相振り飛車における三間飛車は攻勢が取りやすく、浮き飛車から軽快に攻めていくことが出来ます。また三間飛車は飛車先の歩交換をスムーズに行いやすく、持ち歩を生かして端攻めなど、歩を使った攻めを行いやすいです。
対金無双
継歩攻め
パターン1
金無双に対してもっとも有名な攻め筋です。
▲6四歩△同歩▲6五歩△同歩
▲6四歩
金無双は▲6四歩と歩の裏に垂らされると粘りの効かない格好になります。次に▲6五銀とぶつけていけば先手の攻めが続く形で十分です。
パターン2
三間飛車で銀を繰り出した場合頻出する形で銀が加わった分破壊力も増しています。
▲6四歩△同歩▲6五歩△同歩
▲6四銀
継歩で歩を釣り上げた後▲6四銀ともたれておき、次に▲6五桂と跳ねれば5筋を突破できます。
端攻め
▲6六角型を作れた場合は積極的に端攻めを狙っていきたい。
▲9五歩△同歩▲9三歩
▲9三歩に対して△同銀と△同香があるので順に見ていきます。
▲同銀
向かい飛車での端攻めと似たような筋になります。
▲同角成△同香▲8五桂△9四香
▲7四歩
最終手の▲7四歩が強烈で取ると王手香取りが決まります。上図から△8四角の粘りにも▲7三歩成△同桂▲同桂で△同角には▲8五桂、△同金には▲7四歩で攻めが続きます。
△同香
戻って△同銀ではなく△同香を見ていきます。
▲8五桂△9四香▲7四歩
やはり最終手の▲7四歩が強烈で先手の攻めが続く形。
△8四歩 ▲同角△8三玉
後手は△8四歩から大駒を近づけて△8三玉と攻めを催促して受ける。
▲7三歩成△同桂▲6六角△8四歩
▲7三桂成△同金▲8六桂△7四歩
▲9四桂△9三銀▲9五香
途中▲6六角に△8四歩ではなく△8五桂には▲8六歩。
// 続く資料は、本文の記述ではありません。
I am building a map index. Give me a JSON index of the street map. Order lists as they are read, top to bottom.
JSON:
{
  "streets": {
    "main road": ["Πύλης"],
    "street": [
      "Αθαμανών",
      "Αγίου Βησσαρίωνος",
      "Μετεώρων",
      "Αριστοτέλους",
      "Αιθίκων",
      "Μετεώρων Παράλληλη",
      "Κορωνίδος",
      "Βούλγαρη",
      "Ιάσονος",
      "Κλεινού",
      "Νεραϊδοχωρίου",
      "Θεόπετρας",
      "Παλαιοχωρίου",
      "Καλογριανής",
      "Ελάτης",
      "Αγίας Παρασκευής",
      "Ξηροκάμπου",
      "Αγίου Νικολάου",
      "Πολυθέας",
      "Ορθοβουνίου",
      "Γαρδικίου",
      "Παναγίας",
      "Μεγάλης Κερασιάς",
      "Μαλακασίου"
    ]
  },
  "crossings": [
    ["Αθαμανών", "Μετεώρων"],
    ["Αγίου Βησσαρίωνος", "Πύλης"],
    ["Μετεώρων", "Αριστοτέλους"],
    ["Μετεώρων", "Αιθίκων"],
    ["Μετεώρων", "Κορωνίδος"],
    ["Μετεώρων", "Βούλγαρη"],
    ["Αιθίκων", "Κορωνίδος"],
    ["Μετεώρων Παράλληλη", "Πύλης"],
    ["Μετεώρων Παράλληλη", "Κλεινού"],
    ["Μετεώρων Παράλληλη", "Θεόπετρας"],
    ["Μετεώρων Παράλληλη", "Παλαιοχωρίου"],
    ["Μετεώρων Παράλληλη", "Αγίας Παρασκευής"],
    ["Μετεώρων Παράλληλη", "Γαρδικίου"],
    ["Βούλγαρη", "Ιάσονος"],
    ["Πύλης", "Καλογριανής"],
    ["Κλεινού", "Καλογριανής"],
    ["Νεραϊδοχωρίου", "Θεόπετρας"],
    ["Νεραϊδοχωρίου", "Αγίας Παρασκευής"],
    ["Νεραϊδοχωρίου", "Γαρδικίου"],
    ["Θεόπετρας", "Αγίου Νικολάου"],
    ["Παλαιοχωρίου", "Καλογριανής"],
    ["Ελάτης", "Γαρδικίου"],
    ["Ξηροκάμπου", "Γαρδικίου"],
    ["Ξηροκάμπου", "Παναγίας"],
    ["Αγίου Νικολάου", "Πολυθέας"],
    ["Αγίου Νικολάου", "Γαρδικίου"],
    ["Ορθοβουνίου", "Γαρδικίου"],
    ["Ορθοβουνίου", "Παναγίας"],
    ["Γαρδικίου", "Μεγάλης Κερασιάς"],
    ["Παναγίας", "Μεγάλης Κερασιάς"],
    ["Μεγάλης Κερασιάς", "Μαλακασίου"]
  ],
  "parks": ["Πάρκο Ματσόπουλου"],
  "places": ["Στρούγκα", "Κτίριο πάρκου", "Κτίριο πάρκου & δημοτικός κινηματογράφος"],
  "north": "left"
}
上図からは先手は次に▲9二歩と垂らしておく手が有力で△同玉には▲9六飛で攻めが加速します。
B面攻撃
相振り飛車における三間飛車+▲6六銀型は優秀な構えで特有の攻め筋があります。
▲4六歩△同歩▲5五銀△5四歩
▲4四歩
△5四歩に▲4四歩が手筋で△3二銀には▲5四銀で先手成功です。
△5五歩▲4三歩成△同金▲4六飛
上図は三間飛車捌けた形で、△5四銀や△4四銀には▲8六角の覗きが好手で受けるなら△4二歩ぐらいですが▲7七桂と跳ねておいて十分。最善は△4四歩ですが▲5五角と歩を取りかえしておいて先手の飛車角が軽い形です。
中央突破
後手がB面攻撃を警戒して左辺に隙なく待った場合、中央突破を目指すのが分かりやすい攻めです。
▲5六歩△2五歩▲5五歩△2六歩
▲同歩△同飛▲2七歩△2四飛
△6五銀
ここから中央に着々と戦力を集中していくのが分かりやすい攻めです。
△7五歩▲8六角△4五歩▲5六銀
△3四銀
△4五歩に▲5六銀と引いて歩取りを見せるのが大事な手で後手の飛車効きを通さないようにします。ここで▲5四歩といきたいですが、△9九角成があり失敗です。
▲7七桂△4三金▲6五銀△5五角
▲5六飛△3三角▲5四歩
▲5四歩と突いた局面は五筋が受からず三間飛車成功です。このように▲6六銀型は攻撃力がありおすすめの指し方です。
対美濃囲い
端攻め
△7一玉型
最も端攻めが行いやすいのが端歩受け+△7一玉型の美濃囲いです。
▲9五歩△同歩▲9三歩△同香
▲8五桂
9三歩の垂れ歩から仕掛けるのがお決まりのパターンです。ここで▲9四香とかわす手は▲9三桂成があります。
△8二玉▲9三桂成△同桂▲9五香
△9四歩▲同香△9二歩▲9六飛
▲9六飛と回った局面は端が受からず先手の成功です。
△8二玉型
△8二玉型に同じように端攻めすると▲9五歩△同歩▲9三歩△同香▲8五桂の時に△9四香とかわす手が有効になります。
▲9五歩△同歩▲同香△同香
▲9六歩
▲9六歩とじっと香交換をしてポイントを稼いでおくのが端歩受け美濃に対する有効な作戦です。以下は△同香と取るよりないですが▲同飛として▲9五香~▲8五桂など狙って先手十分です。
端歩突き越し7一玉型
上図からも▲9四歩△同歩▲9三歩で端歩受け美濃囲いとほぼ同じ展開で先手が十分。またより力を溜めるなら▲8五桂と跳ねておく手も有力。
端歩突き越し8二玉型
美濃囲い系では一番端に耐久力のある形で一気に攻め切るのは難しいです。
▲9四歩△同歩▲9三歩△8四歩
▲9三歩の垂れ歩に△同香には▲8五桂、△同桂には▲9四香でいずれも先手成功です。△8四歩がこの場合の最善の受け。
▲同角△8三銀▲6六角△8四歩
▲8六歩△9三香▲8五歩
△8三銀から銀を繰り出して受けるのが手筋。これに対しては▲8六歩~▲8五歩と銀の頭を狙うのが急所です。
△同歩▲8四歩△7四銀▲9四香
△同香▲7五歩
▲7五歩で銀得を確定して先手成功です。途中▲8四歩に△7二銀や△9二銀と引く手には▲8五桂と跳ねて端攻めが続く形です。
館長コメント
プロの相振り飛車でも三間飛車+▲6六銀型をよく見ますが、相手も警戒して容易に角道を開けずに駒組を進めるのが主流です。
その場合は▲4五銀と立つのが味が良い手で飛車角が一気に通ります。
以下は▲6六角から端攻めを狙ったり、8筋伸ばす等、三間飛車側は指したい手が多く、角筋を通している分動いていきやすい将棋です。
上図の指し方は金無双中央突破の指し方と似ており、▲6五銀の形は相振り三間飛車における一つの好形の形として覚えておくといいと思います。